Appearance
Normalization
Normalization runs before any scoring algorithm. It removes formatting noise so that semantically identical strings match regardless of their presentation.
js
// All of these score 100 with default normalization:
rate('Molière', 'moliere')
rate('Saint-Nazaire', 'saint nazaire')
rate('APPLE INC.', 'apple inc')Normalization is controlled by the normalize option, available on all scoring functions:
js
rate(a, b, { normalize: { ... } })
isMatch(a, b, { normalize: { ... } })Options reference
| Option | Type | Default | Effect |
|---|---|---|---|
caseSensitive | boolean | false | Keep original casing |
removeAccents | boolean | true | é→e, ç→c, ô→o |
removePunctuation | boolean | true | Remove punctuation |
punctuationStrategy | 'space' | 'remove' | 'space' | Replace with space or delete |
trim | boolean | true | Remove leading/trailing whitespace |
collapseWhitespace | boolean | true | Collapse multiple spaces |
replacements | Record<string, string> | {} | Substitute substrings before matching |
removeWords | string[] | [] | Remove stop words entirely |
sortTokens | boolean | false | Sort words alphabetically (order-agnostic) |
caseSensitive
Default: false — strings are lowercased before comparison.
js
rate('Hello', 'hello') // 100
rate('Hello', 'hello', { normalize: { caseSensitive: true } }) // lower scoreOnly disable the default if case is semantically meaningful (e.g., code identifiers).
removeAccents
Default: true — diacritics are stripped.
js
rate('Héloïse', 'heloise') // 100
rate('Ångström', 'angstrom') // 100removePunctuation / punctuationStrategy
Default: remove punctuation, replacing it with a space.
js
rate('Saint-Nazaire', 'saint nazaire') // 100 (hyphen → space)

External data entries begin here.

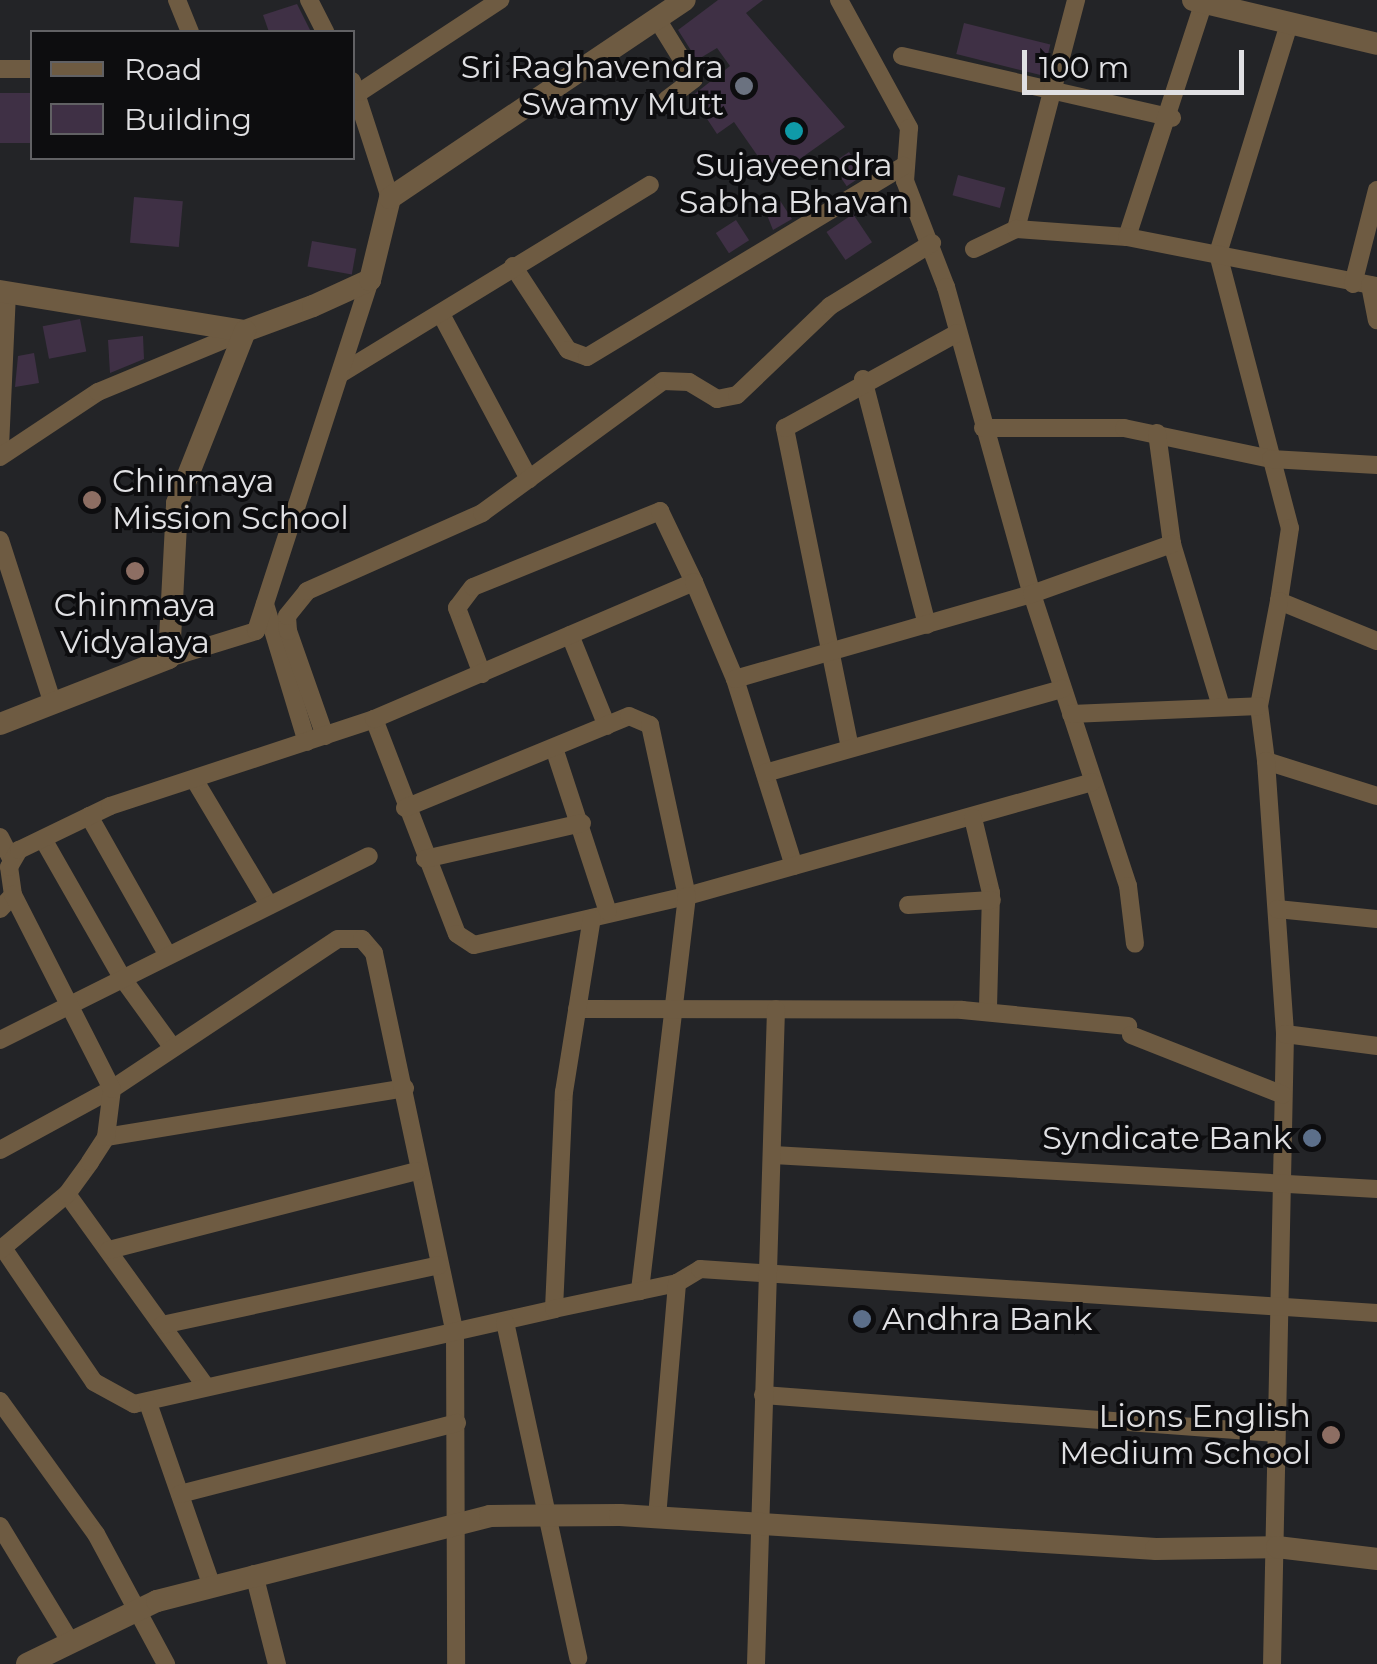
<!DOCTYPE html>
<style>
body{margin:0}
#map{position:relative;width:1377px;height:1664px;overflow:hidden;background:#232427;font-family:Montserrat,sans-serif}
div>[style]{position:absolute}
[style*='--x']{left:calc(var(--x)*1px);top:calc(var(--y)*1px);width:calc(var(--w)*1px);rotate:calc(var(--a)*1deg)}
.building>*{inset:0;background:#3f3045;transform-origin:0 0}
.minor>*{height:18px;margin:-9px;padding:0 9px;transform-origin:9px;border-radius:9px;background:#6e5b42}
.tertiary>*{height:22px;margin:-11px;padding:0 11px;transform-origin:11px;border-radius:11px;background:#6e5b42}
.dots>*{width:28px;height:28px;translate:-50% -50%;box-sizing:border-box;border:5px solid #0d0d0f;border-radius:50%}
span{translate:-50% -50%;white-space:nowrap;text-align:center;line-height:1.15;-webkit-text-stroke:8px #0d0d0f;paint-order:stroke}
.poi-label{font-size:32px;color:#e0e0e3}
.right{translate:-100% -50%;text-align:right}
.left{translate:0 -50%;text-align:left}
.legend{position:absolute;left:30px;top:30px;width:325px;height:130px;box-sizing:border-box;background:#0d0d0f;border:2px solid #616164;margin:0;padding:12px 18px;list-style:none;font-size:30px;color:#e0e0e3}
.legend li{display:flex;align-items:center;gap:20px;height:50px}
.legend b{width:50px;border:2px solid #616164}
.scale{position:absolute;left:1022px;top:50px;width:222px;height:45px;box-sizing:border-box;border:5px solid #e0e0e3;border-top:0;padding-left:12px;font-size:30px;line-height:35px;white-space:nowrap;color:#e0e0e3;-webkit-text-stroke:8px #0d0d0f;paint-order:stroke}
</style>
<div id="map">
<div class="building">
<div style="clip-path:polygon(718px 0,763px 0,746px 13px,845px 127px,773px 178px,734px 122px,717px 134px,692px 96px,730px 66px,717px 48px,697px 60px,678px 30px)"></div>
<div style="clip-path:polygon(297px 4px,311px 32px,269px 32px,263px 15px)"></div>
<div style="left:964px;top:23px;width:89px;height:32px;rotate:14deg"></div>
<div style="left:0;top:93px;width:32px;height:50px"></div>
<div style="left:849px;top:152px;width:27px;height:21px;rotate:56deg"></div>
<div style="left:958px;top:175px;width:49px;height:21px;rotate:15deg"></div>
<div style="clip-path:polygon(777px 196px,792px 219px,773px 230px,763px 205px)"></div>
<div style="left:134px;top:197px;width:49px;height:46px;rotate:5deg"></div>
<div style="left:853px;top:214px;width:34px;height:32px;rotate:56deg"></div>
<div style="left:736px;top:220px;width:24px;height:24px;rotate:57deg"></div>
<div style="left:312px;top:241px;width:45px;height:26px;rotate:10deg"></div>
<div style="left:80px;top:319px;width:33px;height:38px;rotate:79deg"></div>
<div style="clip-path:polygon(143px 336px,144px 359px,110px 373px,108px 340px)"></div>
<div style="clip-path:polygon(34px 353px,39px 383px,15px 387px,18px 356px)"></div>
</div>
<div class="minor">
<div style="--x:177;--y:0;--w:35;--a:68"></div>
<div style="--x:309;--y:0;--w:36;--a:63"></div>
<div style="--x:839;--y:0;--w:146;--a:61.3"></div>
<div style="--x:909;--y:128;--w:53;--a:94.3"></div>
<div style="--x:905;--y:181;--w:114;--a:68.9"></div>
<div style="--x:946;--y:287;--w:319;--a:74.4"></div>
<div style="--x:1032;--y:594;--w:307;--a:71.8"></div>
<div style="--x:1128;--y:886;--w:58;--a:83.1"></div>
<div style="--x:657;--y:19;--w:70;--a:58.3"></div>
<div style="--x:694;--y:79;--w:34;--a:143"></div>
<div style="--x:1289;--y:24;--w:241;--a:107.2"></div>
<div style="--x:1218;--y:254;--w:283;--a:75.3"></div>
<div style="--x:1290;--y:528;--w:74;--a:98.6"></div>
<div style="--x:1279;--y:601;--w:106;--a:22.2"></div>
<div style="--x:902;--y:56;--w:277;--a:12.9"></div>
<div style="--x:0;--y:69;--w:32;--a:0"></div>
<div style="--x:352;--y:81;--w:123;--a:72"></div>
<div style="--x:360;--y:92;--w:168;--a:-33.3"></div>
<div style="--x:1016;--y:229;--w:237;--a:-75.3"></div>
<div style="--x:1127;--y:237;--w:245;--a:-71.9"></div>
<div style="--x:974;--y:249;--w:47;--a:-25.5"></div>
<div style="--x:1016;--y:229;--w:111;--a:4.1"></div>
<div style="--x:1127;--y:237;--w:255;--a:11.1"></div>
<div style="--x:513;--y:266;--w:100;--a:56.8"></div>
<div style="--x:568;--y:350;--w:20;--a:20"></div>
<div style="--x:587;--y:357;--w:370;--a:-31.1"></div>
<div style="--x:1353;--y:284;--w:97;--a:-75.7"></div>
<div style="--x:1370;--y:285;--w:36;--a:79"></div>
<div style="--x:442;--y:316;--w:185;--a:61.9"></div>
<div style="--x:340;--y:374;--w:363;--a:-31.4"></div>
<div style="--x:863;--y:379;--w:254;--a:75.4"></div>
<div style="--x:983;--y:428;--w:141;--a:0"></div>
<div style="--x:1124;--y:428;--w:150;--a:11.9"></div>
<div style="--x:1271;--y:459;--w:106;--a:3.2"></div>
<div style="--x:1157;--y:433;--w:112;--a:82.3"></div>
<div style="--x:1172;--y:544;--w:169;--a:73.2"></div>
<div style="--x:0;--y:447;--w:156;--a:-87.4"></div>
<div style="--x:0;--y:457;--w:118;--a:-33.6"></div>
<div style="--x:98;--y:392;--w:159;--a:-22.5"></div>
<div style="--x:0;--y:540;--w:172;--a:72.1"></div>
<div style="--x:1279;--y:601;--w:107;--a:100.8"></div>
<div style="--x:1259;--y:706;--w:55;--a:82.7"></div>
<div style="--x:1266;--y:761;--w:116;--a:17.5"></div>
<div style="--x:265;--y:604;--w:144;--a:73.1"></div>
<div style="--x:570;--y:635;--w:98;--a:67.9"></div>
<div style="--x:169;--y:658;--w:91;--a:-17.2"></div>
<div style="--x:256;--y:631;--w:369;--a:-72"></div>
<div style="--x:482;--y:674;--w:71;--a:-110.7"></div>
<div style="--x:457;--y:608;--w:26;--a:-53"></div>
<div style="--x:473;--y:587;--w:202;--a:-22.1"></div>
<div style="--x:660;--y:511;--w:79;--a:64.4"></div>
<div style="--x:735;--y:679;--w:196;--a:72.5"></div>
<div style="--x:1071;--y:714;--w:188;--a:-2.4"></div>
<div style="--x:374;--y:719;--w:230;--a:68.9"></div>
<div style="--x:457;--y:934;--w:20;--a:33"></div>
<div style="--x:474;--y:945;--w:219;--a:-13"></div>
<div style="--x:687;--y:896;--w:421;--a:-15.7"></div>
<div style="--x:325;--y:736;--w:111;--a:-109.4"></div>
<div style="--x:288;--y:631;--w:15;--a:-94"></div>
<div style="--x:287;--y:616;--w:32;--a:-51"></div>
<div style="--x:307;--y:591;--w:192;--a:-24"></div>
<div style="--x:482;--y:513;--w:224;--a:-36.1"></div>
<div style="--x:663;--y:381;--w:26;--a:2"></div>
<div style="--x:689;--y:382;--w:33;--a:31"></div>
<div style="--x:717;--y:399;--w:20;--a:-11"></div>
<div style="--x:737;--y:395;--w:129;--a:-43.7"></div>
<div style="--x:830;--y:306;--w:120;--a:-31.7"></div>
<div style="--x:850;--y:748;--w:327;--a:-101.5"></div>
<div style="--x:785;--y:428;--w:196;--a:-28.9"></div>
<div style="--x:555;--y:751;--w:169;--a:71.8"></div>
<div style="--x:1266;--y:761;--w:274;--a:86"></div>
<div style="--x:1285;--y:1034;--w:630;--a:91.18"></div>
<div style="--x:765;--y:773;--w:309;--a:-15.8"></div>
<div style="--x:194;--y:779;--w:147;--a:59.2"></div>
<div style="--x:405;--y:808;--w:242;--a:-22.3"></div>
<div style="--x:629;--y:716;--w:23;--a:23"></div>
<div style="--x:650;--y:725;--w:175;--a:77.8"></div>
<div style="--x:687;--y:896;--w:398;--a:96.8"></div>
<div style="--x:89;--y:816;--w:159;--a:60.5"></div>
<div style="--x:973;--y:818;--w:77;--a:76.5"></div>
<div style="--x:991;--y:893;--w:118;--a:91.5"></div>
<div style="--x:0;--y:837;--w:25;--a:63"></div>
<div style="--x:43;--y:839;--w:161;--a:60.3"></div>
<div style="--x:123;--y:979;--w:85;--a:54.1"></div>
<div style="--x:425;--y:859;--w:161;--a:-12.9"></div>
<div style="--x:908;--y:905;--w:84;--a:-3.4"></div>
<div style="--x:0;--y:909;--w:19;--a:-47"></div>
<div style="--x:13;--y:895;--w:28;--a:-98"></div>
<div style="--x:9;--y:867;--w:20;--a:-60"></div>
<div style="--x:19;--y:850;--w:101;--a:-25.8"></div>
<div style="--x:110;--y:806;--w:278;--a:-18.2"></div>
<div style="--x:374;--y:719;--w:348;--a:-23.2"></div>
<div style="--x:694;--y:582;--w:105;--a:67.1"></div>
<div style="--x:735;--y:679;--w:309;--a:-16"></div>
<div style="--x:1032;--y:594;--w:149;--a:-19.7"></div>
<div style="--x:1277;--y:909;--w:100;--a:5.7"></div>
<div style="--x:577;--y:1009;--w:385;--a:0.1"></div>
<div style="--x:962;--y:1010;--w:167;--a:5.5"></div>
<div style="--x:1285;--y:1034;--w:93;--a:7.4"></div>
<div style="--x:1131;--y:1035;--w:163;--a:21.5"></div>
<div style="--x:0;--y:1040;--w:412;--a:-26.5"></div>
<div style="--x:106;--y:1137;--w:303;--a:-9.3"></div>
<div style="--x:0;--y:1150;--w:128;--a:-28.6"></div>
<div style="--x:112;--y:1089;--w:271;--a:-33.6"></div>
<div style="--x:338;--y:939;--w:24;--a:0"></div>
<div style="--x:362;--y:939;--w:18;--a:49"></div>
<div style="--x:374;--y:953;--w:390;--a:78"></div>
<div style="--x:455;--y:1334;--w:330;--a:89.8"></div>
<div style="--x:773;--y:1155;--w:605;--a:3.22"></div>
<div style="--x:67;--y:1194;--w:238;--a:54.2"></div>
<div style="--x:3;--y:1248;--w:162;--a:55.8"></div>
<div style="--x:94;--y:1382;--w:46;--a:28.8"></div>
<div style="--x:134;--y:1404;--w:431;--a:-12.7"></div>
<div style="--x:554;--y:1309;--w:217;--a:-87.4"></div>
<div style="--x:564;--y:1092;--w:176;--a:-80.9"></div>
<div style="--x:0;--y:1250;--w:87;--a:-39.9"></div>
<div style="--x:67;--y:1194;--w:39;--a:-54"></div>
<div style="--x:90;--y:1162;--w:30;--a:-57"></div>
<div style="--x:106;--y:1137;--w:48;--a:-82.9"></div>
<div style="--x:112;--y:1089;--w:218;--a:-117"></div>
<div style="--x:109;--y:1250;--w:318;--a:-14.4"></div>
<div style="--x:554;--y:1309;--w:126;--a:-11.9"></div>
<div style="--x:677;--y:1283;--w:27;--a:-31"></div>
<div style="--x:700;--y:1269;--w:678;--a:3.72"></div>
<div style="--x:505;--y:1322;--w:344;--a:77.7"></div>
<div style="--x:162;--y:1325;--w:283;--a:-12.2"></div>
<div style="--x:763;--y:1395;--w:514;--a:4.24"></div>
<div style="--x:0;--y:1401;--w:164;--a:54.2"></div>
<div style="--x:96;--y:1534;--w:148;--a:61.7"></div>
<div style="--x:148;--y:1403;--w:192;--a:70.8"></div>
<div style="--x:180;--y:1494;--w:286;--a:-14.4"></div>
<div style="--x:657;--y:1517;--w:235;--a:-85.1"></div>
<div style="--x:0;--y:1526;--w:137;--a:58.7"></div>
<div style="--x:254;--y:1574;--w:93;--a:75.7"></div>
<div style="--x:756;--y:1664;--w:655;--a:-88.25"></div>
</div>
<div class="tertiary">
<div style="--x:1193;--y:0;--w:189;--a:13.4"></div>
<div style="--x:0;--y:291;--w:248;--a:9.3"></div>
<div style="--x:245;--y:331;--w:72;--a:-20.2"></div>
<div style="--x:313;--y:306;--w:63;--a:-24.5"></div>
<div style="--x:370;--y:280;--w:84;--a:-76.3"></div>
<div style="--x:390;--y:198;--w:355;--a:-33.9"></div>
<div style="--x:0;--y:724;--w:181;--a:-21.3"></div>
<div style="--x:169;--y:658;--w:155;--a:-87"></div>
<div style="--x:177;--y:503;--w:185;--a:-68.4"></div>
<div style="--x:27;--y:1664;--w:144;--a:-25.9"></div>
<div style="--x:157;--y:1601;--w:344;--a:-14.3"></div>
<div style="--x:490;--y:1516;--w:130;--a:-0.4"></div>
<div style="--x:620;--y:1515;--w:537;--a:3.63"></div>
<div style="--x:1156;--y:1549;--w:121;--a:-0.9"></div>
<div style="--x:1277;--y:1547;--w:101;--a:6.8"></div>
</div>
<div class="dots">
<div style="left:744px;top:86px;background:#6b7280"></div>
<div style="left:794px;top:131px;background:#0f9aa8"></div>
<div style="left:92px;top:500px;background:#8d6e63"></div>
<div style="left:135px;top:571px;background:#8d6e63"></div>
<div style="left:1312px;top:1138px;background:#5c6f8a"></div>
<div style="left:862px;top:1319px;background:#5c6f8a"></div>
<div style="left:1331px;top:1435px;background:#8d6e63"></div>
</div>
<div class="poi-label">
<span class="right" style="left:724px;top:86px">Sri Raghavendra<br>Swamy Mutt</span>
<span style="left:794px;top:184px">Sujayeendra<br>Sabha Bhavan</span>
<span class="left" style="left:112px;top:500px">Chinmaya<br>Mission School</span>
<span style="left:135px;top:624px">Chinmaya<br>Vidyalaya</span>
<span class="right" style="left:1292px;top:1138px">Syndicate Bank</span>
<span class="left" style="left:882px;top:1319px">Andhra Bank</span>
<span class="right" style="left:1311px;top:1435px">Lions English<br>Medium School</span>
</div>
<ul class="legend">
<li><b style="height:12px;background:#6e5b42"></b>Road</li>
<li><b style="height:28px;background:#3f3045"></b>Building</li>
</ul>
<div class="scale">100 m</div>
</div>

rate('hello, world!', 'hello world') // 100punctuationStrategy: 'remove' deletes punctuation entirely (no space replacement). Prefer 'space' for natural language — it preserves word boundaries.
trim / collapseWhitespace
Enabled by default. Strips outer whitespace and collapses runs of spaces.
js
rate(' hello world ', 'hello world') // 100replacements
Substitutes substrings before scoring. Useful for abbreviations, aliases, or known typos.
js
rate('J. Smith', 'John Smith', {
normalize: { replacements: { 'j.': 'john', 'j ': 'john ' } }
}) // 100
rate('NYC', 'New York City', {
normalize: { replacements: { nyc: 'new york city' } }
}) // 100Replacements are case-insensitive after the initial lowercasing step.
removeWords
Removes specific words from both strings before scoring. Useful for stop words or noise tokens.
js
rate('le café de paris', 'café de paris', {
normalize: { removeWords: ['le', 'la', 'les', 'de'] }
}) // 100sortTokens
Sorts all words alphabetically before comparing. Makes word order irrelevant without switching algorithm.
js
rate('Jean Paul Dupont', 'Dupont Jean Paul', {
normalize: { sortTokens: true }
}) // 100This is similar to the tokenSort algorithm, but applied at the normalization level — available to any algorithm including hybrid.
Common presets
Person names
js
{
removeAccents: true,
removePunctuation: true,
sortTokens: true
}Product titles
js
{
removePunctuation: true,
collapseWhitespace: true,
removeWords: ['the', 'a', 'an']
}Strict identifiers (codes, references)
js
{
caseSensitive: true,
removeAccents: false,
removePunctuation: false
}Using normalize() standalone
To inspect normalization output or pre-clean data:
js
import { normalize } from 'guess-rater'
normalize('Héloïse Saint-Exupéry')
// 'heloise saint exupery'
normalize(' APPLE INC. ', { removePunctuation: true, collapseWhitespace: true })
// 'apple inc'Normalization is not "right" or "wrong". It reflects your domain's definition of equivalence. Always test on real data.